=== Task requirements ===
Go through the entries and copy each one exactly. Leave none out.
━━━━━ Exercise data
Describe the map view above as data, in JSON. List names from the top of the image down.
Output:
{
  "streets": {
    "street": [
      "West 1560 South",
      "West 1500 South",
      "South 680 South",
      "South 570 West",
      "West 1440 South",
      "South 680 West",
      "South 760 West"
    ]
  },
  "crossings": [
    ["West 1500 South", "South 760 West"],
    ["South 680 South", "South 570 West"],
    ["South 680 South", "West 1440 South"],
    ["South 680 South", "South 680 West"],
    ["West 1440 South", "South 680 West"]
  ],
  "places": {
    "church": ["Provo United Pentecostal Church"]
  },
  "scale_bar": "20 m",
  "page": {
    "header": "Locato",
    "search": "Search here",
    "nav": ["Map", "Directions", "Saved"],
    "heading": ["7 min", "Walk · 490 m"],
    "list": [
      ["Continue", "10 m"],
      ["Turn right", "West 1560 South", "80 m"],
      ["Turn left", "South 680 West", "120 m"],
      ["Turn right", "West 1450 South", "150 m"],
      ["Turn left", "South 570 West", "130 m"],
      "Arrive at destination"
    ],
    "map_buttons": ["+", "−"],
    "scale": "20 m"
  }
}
━━━━━━━━━━
=== Answer to the problem ===
Describe the map view above as data, in JSON. List names from the top of the image down.
Output:
{
  "streets": {
    "street": [
      "West 1560 South",
      "West 1500 South",
      "South 680 South",
      "South 570 West",
      "West 1440 South",
      "South 680 West",
      "South 760 West"
    ]
  },
  "crossings": [
    ["West 1500 South", "South 760 West"],
    ["South 680 South", "South 570 West"],
    ["South 680 South", "West 1440 South"],
    ["South 680 South", "South 680 West"],
    ["West 1440 South", "South 680 West"]
  ],
  "places": {
    "church": ["Provo United Pentecostal Church"]
  },
  "scale_bar": "20 m",
  "page": {
    "header": "Locato",
    "search": "Search here",
    "nav": ["Map", "Directions", "Saved"],
    "heading": ["7 min", "Walk · 490 m"],
    "list": [
      ["Continue", "10 m"],
      ["Turn right", "West 1560 South", "80 m"],
      ["Turn left", "South 680 West", "120 m"],
      ["Turn right", "West 1450 South", "150 m"],
      ["Turn left", "South 570 West", "130 m"],
      "Arrive at destination"
    ],
    "map_buttons": ["+", "−"],
    "scale": "20 m"
  }
}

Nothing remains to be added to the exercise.